Printemps de Bourges : le public envoûté par les voix de Jeanne Added et de Tamino

Par @Culturebox
Mis à jour le 26/04/2018 à 10H56, publié le 26/04/2018 à 10H55
Jeanne Added au Printemps de Bourges (25 avril 2018)

Jeanne Added au Printemps de Bourges (25 avril 2018)

© Guillaume Souvant / AFP

Mercredi à Bourges, il fallait suivre la voix pour que les poils se hérissent : celle, explosive et poignante, de Jeanne Added et celle, envoûtante et à la tessiture infinie, du jeune prodige belge Tamino.

"Le gamin, là, c'est un pur-sang, on en voit un tous les dix ans des comme lui", entendait-on dans les travées du théâtre Jacques Coeur, à quelques minutes du concert de Tamino, Amir Moharam Fouad de son vrai nom, né à Anvers et dont les origines paternelles sont égyptiennes.
 
Accompagné d'un batteur et d'un claviériste, on n'a vu que lui à son entrée en scène, où le magnétisme était soudain à son comble. Il n'avait pourtant pas encore chanté, ce jeune homme aux faux airs de Louis Garrel.
Le chanteur belge Tamino au Printemps de Bourges (25 avril 2018)

Le chanteur belge Tamino au Printemps de Bourges (25 avril 2018)

© Guillaume Souvant / AFP

Au théâtre Jacques Cœur, la clarté et la maîtrise de Tamino

Quand sa voix s'est fait entendre, les spectateurs sont entrés dans une autre dimension auditive. Grave ou aigüe, elle n'a souffert d'aucune fausse note. Tamino est d'une clarté et d'une maîtrise sidérantes, sans que cela nuise à l'émotion qu'il procure.
 
Et non content de faire vibrer comme peu savent le faire ses cordes vocales, il s'est escrimé avec autant de subtilité sur celles de sa guitare électrique. Ou l'art de jouer avec deux instruments à la fois. On pense immédiatement à Jeff Buckley, et lui, ça fait vingt ans qu'il n'est plus là.
 
Ce prodige, avare de mots et de regards envers le public entre les chansons, est aussi un songwriter, dont le premier mini album "Tamino EP" qui contient l'envoutant titre "Habibi" doit sortir le 5 mai. Il passera par La Maroquinerie à Paris le 4 juin.

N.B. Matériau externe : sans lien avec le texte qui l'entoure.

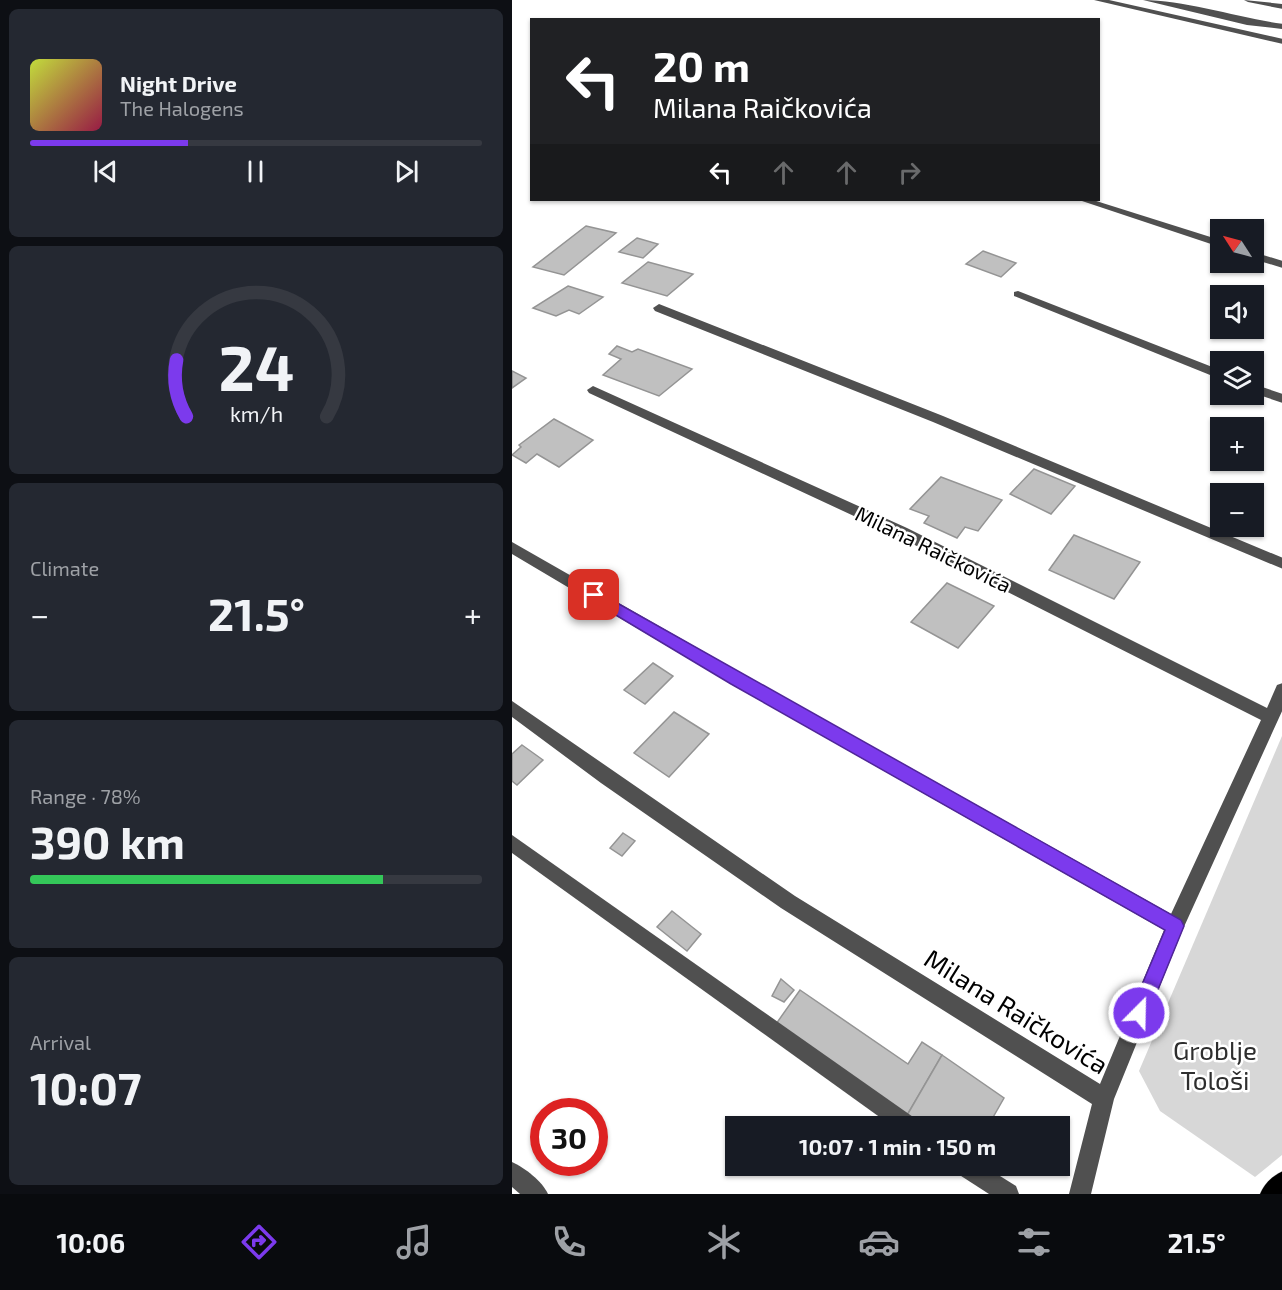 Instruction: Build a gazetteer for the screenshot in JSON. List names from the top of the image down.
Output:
{
  "streets": {
    "street": ["Milana Raičkovića"]
  },
  "parks": ["Groblje Tološi"],
  "north": "top left",
  "page": {
    "turn": ["20 m", "Milana Raičkovića"],
    "song": ["Night Drive", "The Halogens"],
    "map_buttons": ["+", "−"],
    "tile": [
      "Climate",
      ["Range · 78%", "390 km"],
      ["Arrival", "10:07"]
    ],
    "heat": ["−", "21.5°", "+"],
    "limit": "30",
    "trip": "10:07 · 1 min · 150 m",
    "tabs": ["10:06", "21.5°"],
    "gauge": ["24", "km/h"]
  }
} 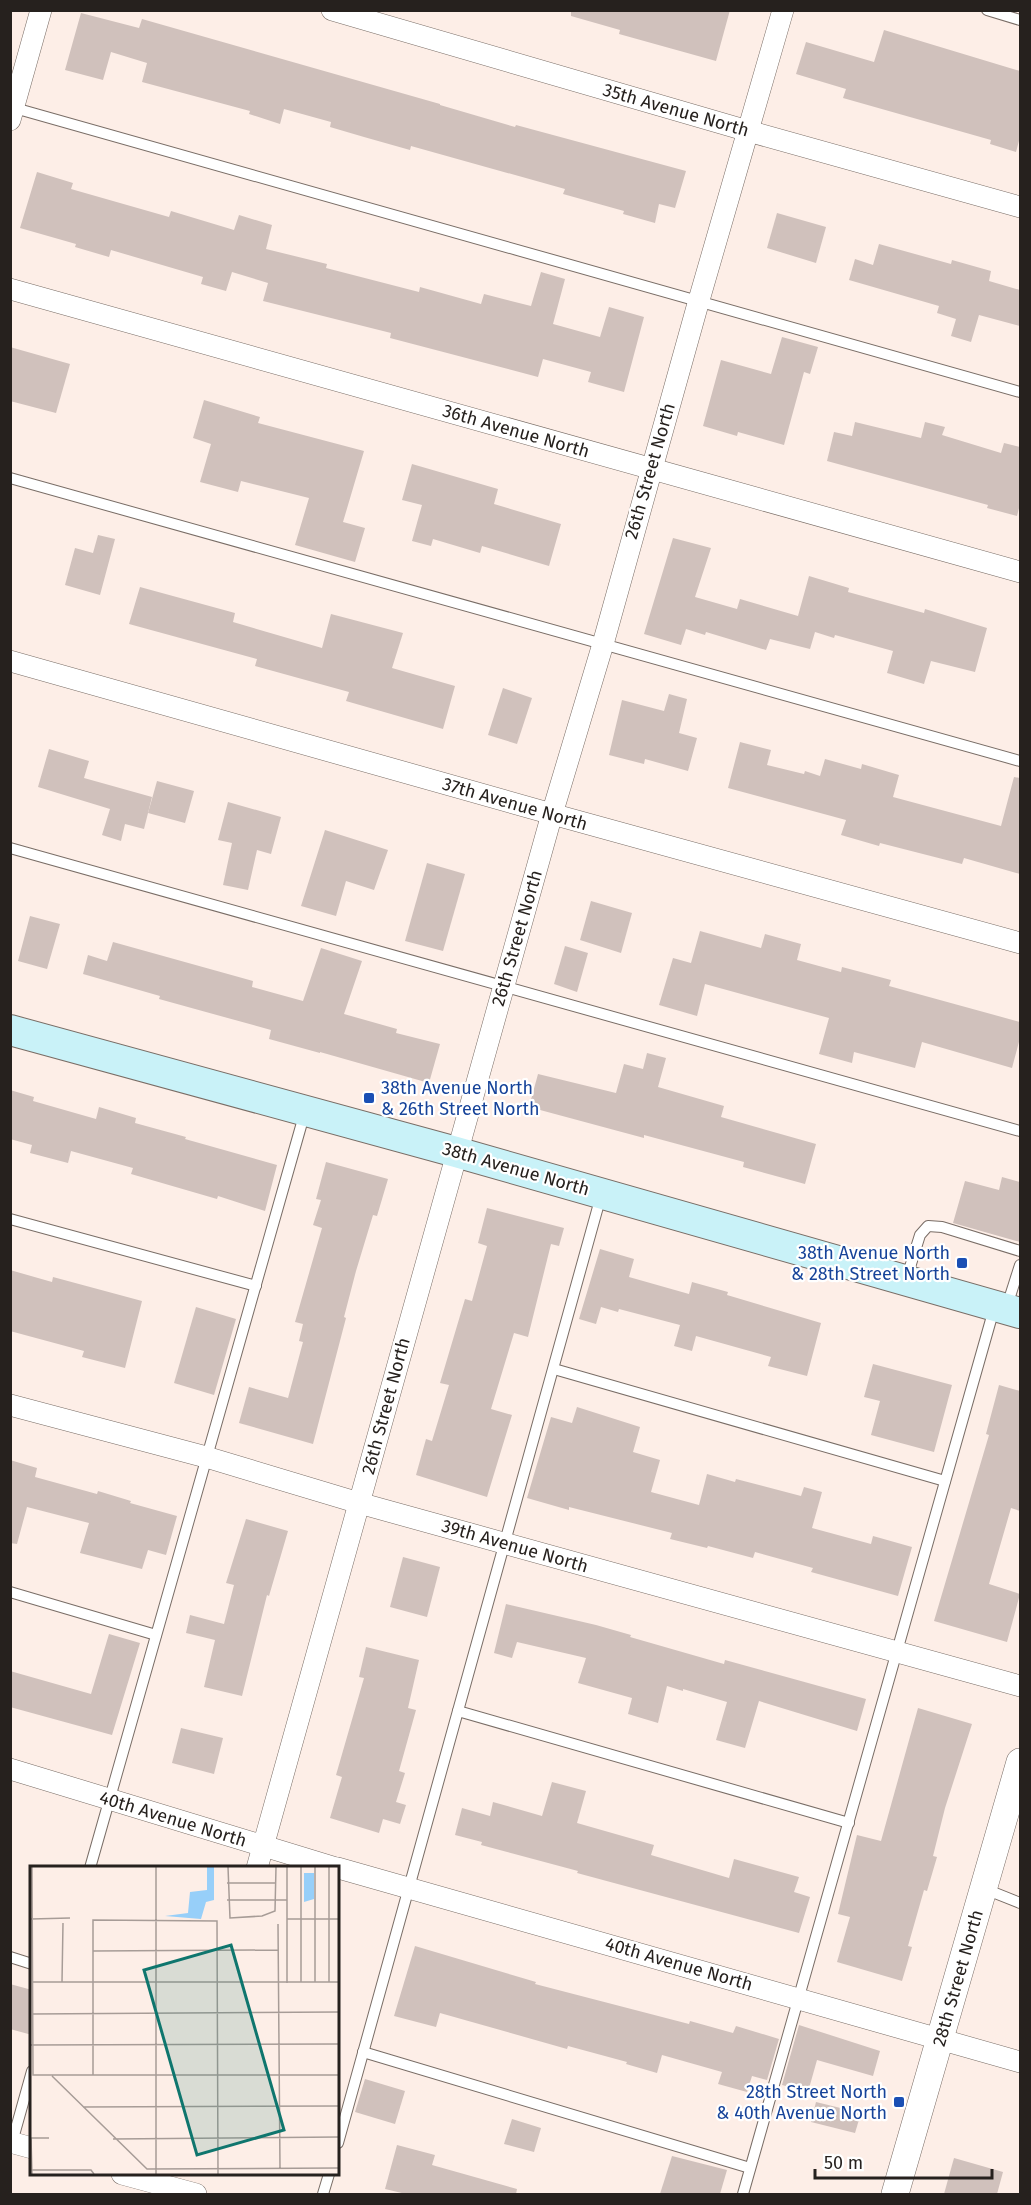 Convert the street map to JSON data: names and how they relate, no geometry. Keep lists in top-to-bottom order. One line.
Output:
{"streets":{"main road":["38th Avenue North"],"street":["35th Avenue North","36th Avenue North","26th Street North","37th Avenue North","39th Avenue North","40th Avenue North","28th Street North"]},"crossings":[["35th Avenue North","26th Street North"],["36th Avenue North","26th Street North"],["26th Street North","37th Avenue North"],["26th Street North","38th Avenue North"],["26th Street North","39th Avenue North"],["26th Street North","40th Avenue North"],["40th Avenue North","28th Street North"]],"places":{"transit":["38th Avenue North & 26th Street North","38th Avenue North & 28th Street North","28th Street North & 40th Avenue North"]},"scale_bar":"50 m"} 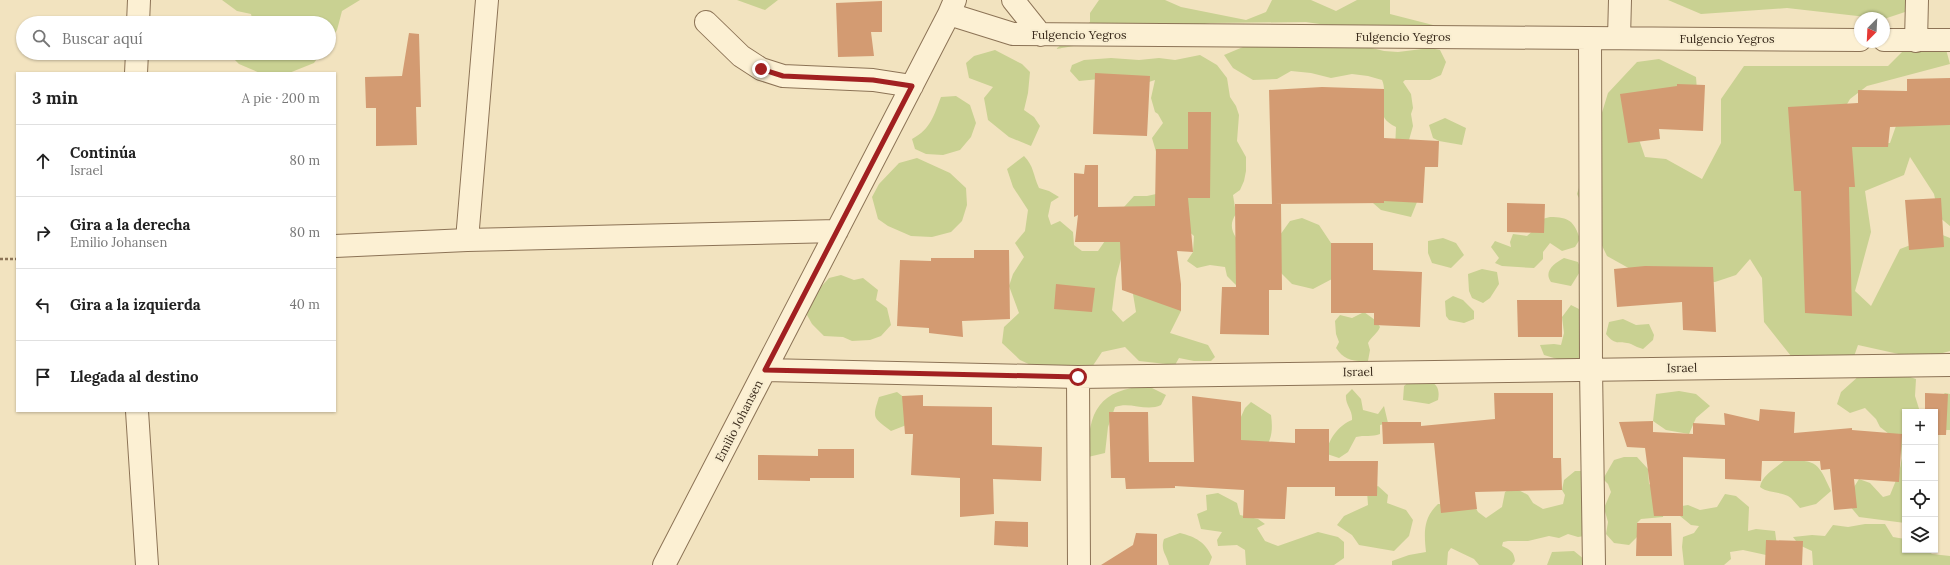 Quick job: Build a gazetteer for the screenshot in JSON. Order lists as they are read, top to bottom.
{
  "streets": {
    "street": ["Fulgencio Yegros", "Israel", "Emilio Johansen"]
  },
  "crossings": [
    ["Fulgencio Yegros", "Emilio Johansen"],
    ["Israel", "Emilio Johansen"]
  ],
  "north": "bottom left",
  "page": {
    "search": "Buscar aquí",
    "heading": ["3 min", "A pie · 200 m"],
    "list": [
      ["Continúa", "Israel", "80 m"],
      ["Gira a la derecha", "Emilio Johansen", "80 m"],
      ["Gira a la izquierda", "40 m"],
      "Llegada al destino"
    ],
    "map_buttons": ["+", "−"]
  }
}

Jeanne Added au Duc Jean : l'élasticité vocale totale

A quelques encablures du théâtre Jacques Coeur, une poignée d'heures plus tôt, se produisait Jeanne Added dans la salle du Duc Jean, un endroit qu'avait un peu délaissé le Printemps de Bourges ces dernières années.
 
La chanteuse s'est imposé une scénographie aussi minimaliste qu'immersive : seule au milieu de cette salle où percent à peine les rayons de soleil entre les épais rideaux, elle est cernée par le public, qu'elle frôle parfois dans ses moments de transe.
 
Armée d'un ordinateur grâce auquel elle lance ses chansons, sa performance ressemble parfois à une messe noire. Et de sa voix puissante jaillit à chaque fois la lumière.
 
Chez cette interprète qui a débuté par le jazz, avant de se révéler par le rock, notamment avec son album "Be Sensational" (2015), l'élasticité vocale est totale et ouvre le champ des possibles.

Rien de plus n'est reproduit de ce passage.